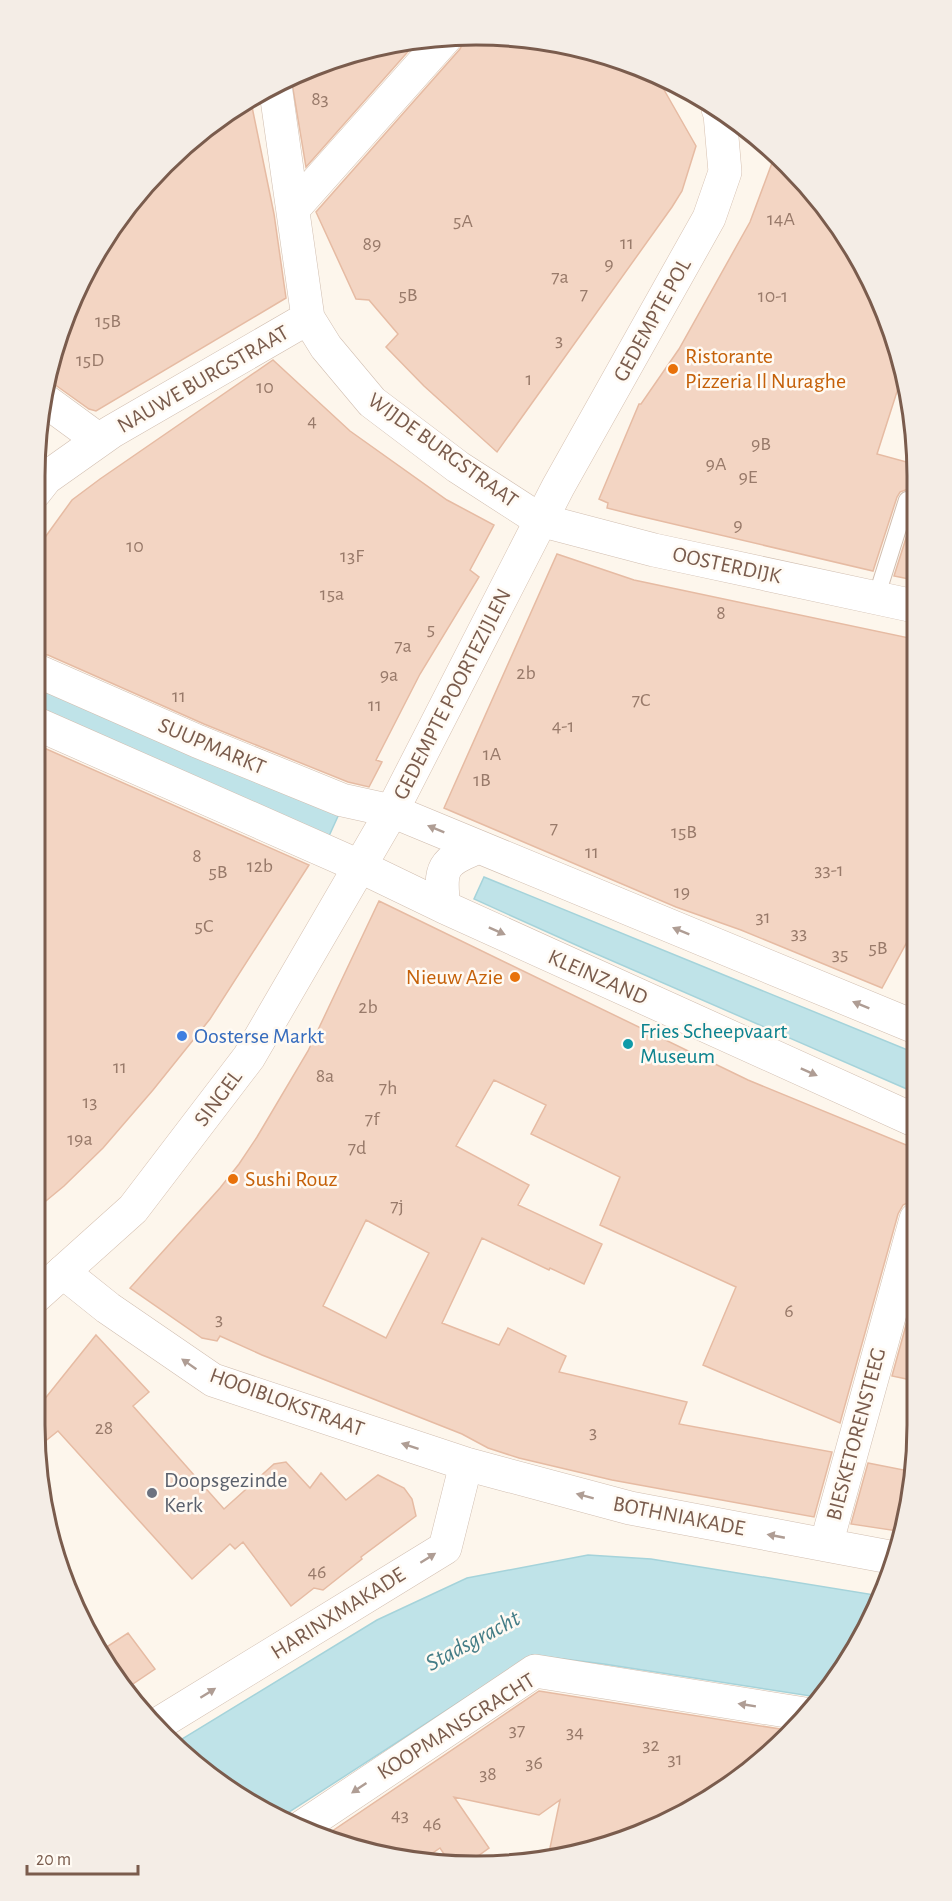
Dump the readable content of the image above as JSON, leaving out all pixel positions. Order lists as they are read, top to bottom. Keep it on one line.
{"streets":{"street":["GEDEMPTE POL","NAUWE BURGSTRAAT","WIJDE BURGSTRAAT","OOSTERDIJK","GEDEMPTE POORTEZIJLEN","SUUPMARKT","KLEINZAND","SINGEL","HOOIBLOKSTRAAT","BIESKETORENSTEEG","BOTHNIAKADE","HARINXMAKADE","KOOPMANSGRACHT"]},"crossings":[["GEDEMPTE POL","WIJDE BURGSTRAAT"],["GEDEMPTE POL","OOSTERDIJK"],["GEDEMPTE POL","GEDEMPTE POORTEZIJLEN"],["NAUWE BURGSTRAAT","WIJDE BURGSTRAAT"],["WIJDE BURGSTRAAT","OOSTERDIJK"],["WIJDE BURGSTRAAT","GEDEMPTE POORTEZIJLEN"],["OOSTERDIJK","GEDEMPTE POORTEZIJLEN"],["GEDEMPTE POORTEZIJLEN","SUUPMARKT"],["GEDEMPTE POORTEZIJLEN","KLEINZAND"],["GEDEMPTE POORTEZIJLEN","SINGEL"],["KLEINZAND","SINGEL"],["SINGEL","HOOIBLOKSTRAAT"],["HOOIBLOKSTRAAT","BOTHNIAKADE"],["HOOIBLOKSTRAAT","HARINXMAKADE"],["BIESKETORENSTEEG","BOTHNIAKADE"],["BOTHNIAKADE","HARINXMAKADE"]],"one_way":["HOOIBLOKSTRAAT","BOTHNIAKADE","HARINXMAKADE","KOOPMANSGRACHT"],"water":["Stadsgracht"],"places":["Ristorante Pizzeria Il Nuraghe","Nieuw Azie","Oosterse Markt","Fries Scheepvaart Museum","Sushi Rouz","Doopsgezinde Kerk"],"house_numbers":["83","14A","5A","11","89","9","7a","7","5B","10-1","15B","3","15D","1","10","4","9B","9A","9E","9","10","13F","15a","8","5","7a","2b","9a","11","7C","11","4-1","1A","1B","7","15B","11","8","12b","33-1","5B","19","31","5C","33","5B","35","2b","11","8a","7h","13","7f","19a","7d","7j","6","3","28","3","46","37","34","32","31","36","38","43","46"],"scale_bar":"20 m"}
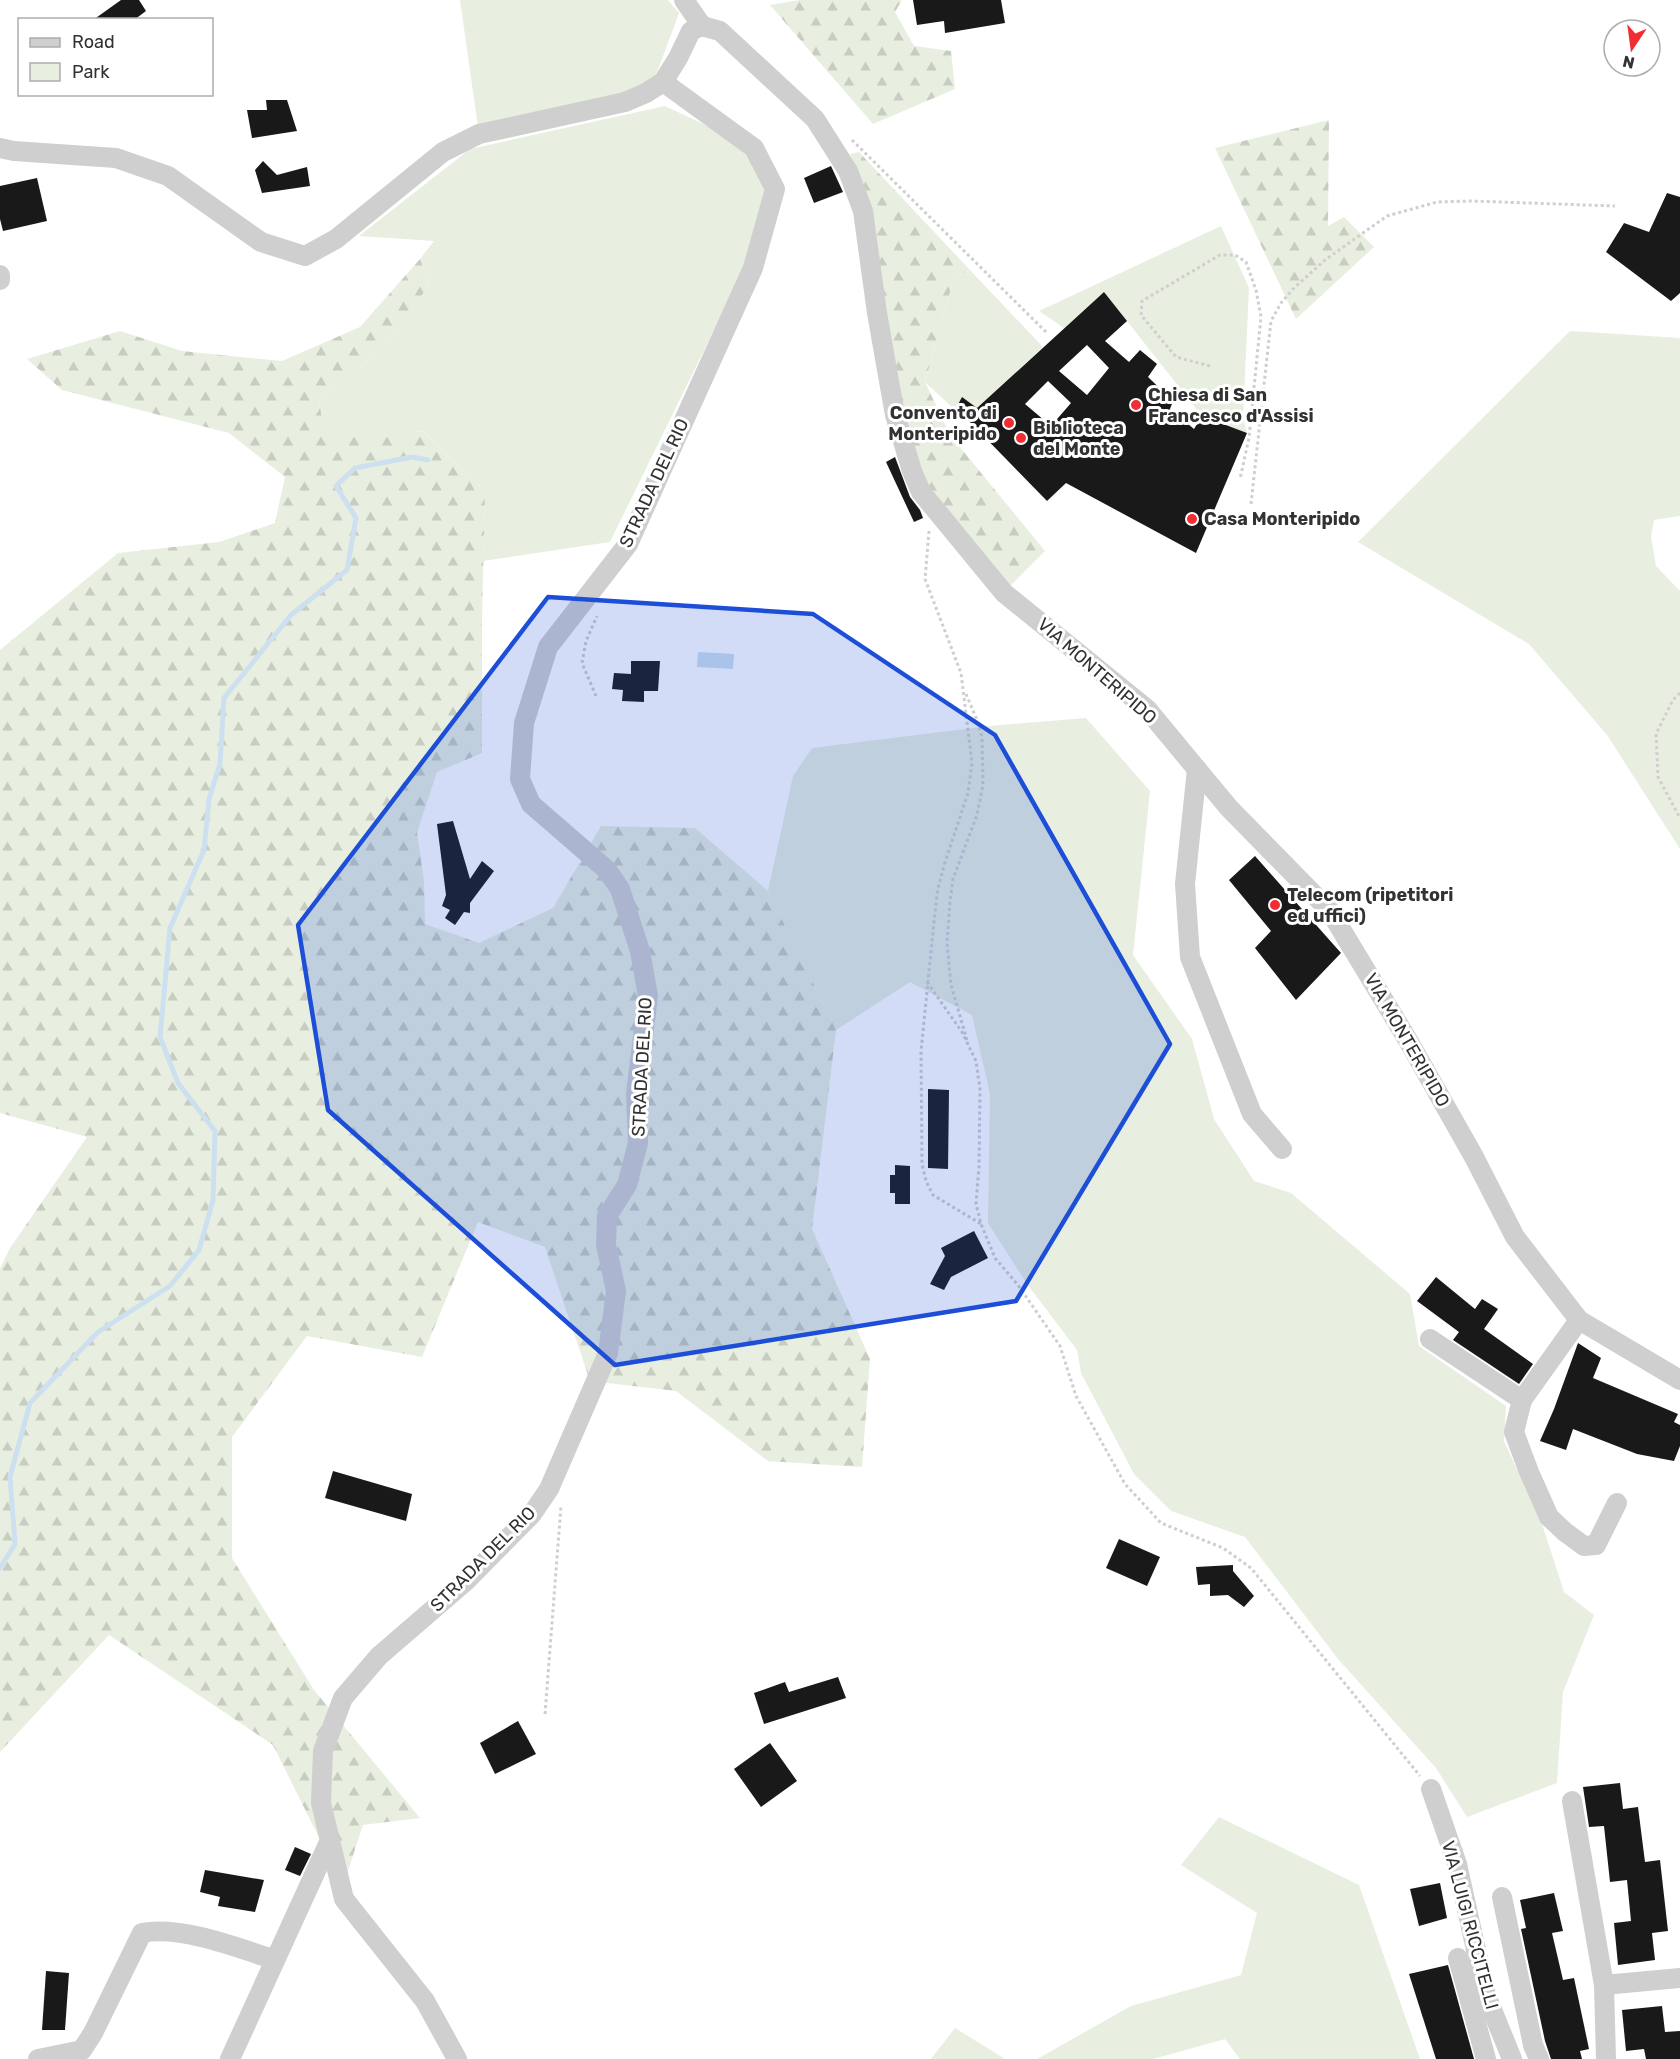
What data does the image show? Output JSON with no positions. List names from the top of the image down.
{
  "streets": {
    "street": ["STRADA DEL RIO", "VIA MONTERIPIDO", "VIA LUIGI RICCITELLI"]
  },
  "places": [
    "Chiesa di San Francesco d'Assisi",
    "Convento di Monteripido",
    "Biblioteca del Monte",
    "Casa Monteripido",
    "Telecom (ripetitori ed uffici)"
  ],
  "legend": ["Road", "Park"],
  "north": "bottom"
}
# # # # # # #
EXERCISE GOAL: All lines from the one containing "What data does" to the last line of the material above must be copied exactly, and only those.

EXERCISE SOLUTION:
What data does the image show? Output JSON with no positions. List names from the top of the image down.
{
  "streets": {
    "street": ["STRADA DEL RIO", "VIA MONTERIPIDO", "VIA LUIGI RICCITELLI"]
  },
  "places": [
    "Chiesa di San Francesco d'Assisi",
    "Convento di Monteripido",
    "Biblioteca del Monte",
    "Casa Monteripido",
    "Telecom (ripetitori ed uffici)"
  ],
  "legend": ["Road", "Park"],
  "north": "bottom"
}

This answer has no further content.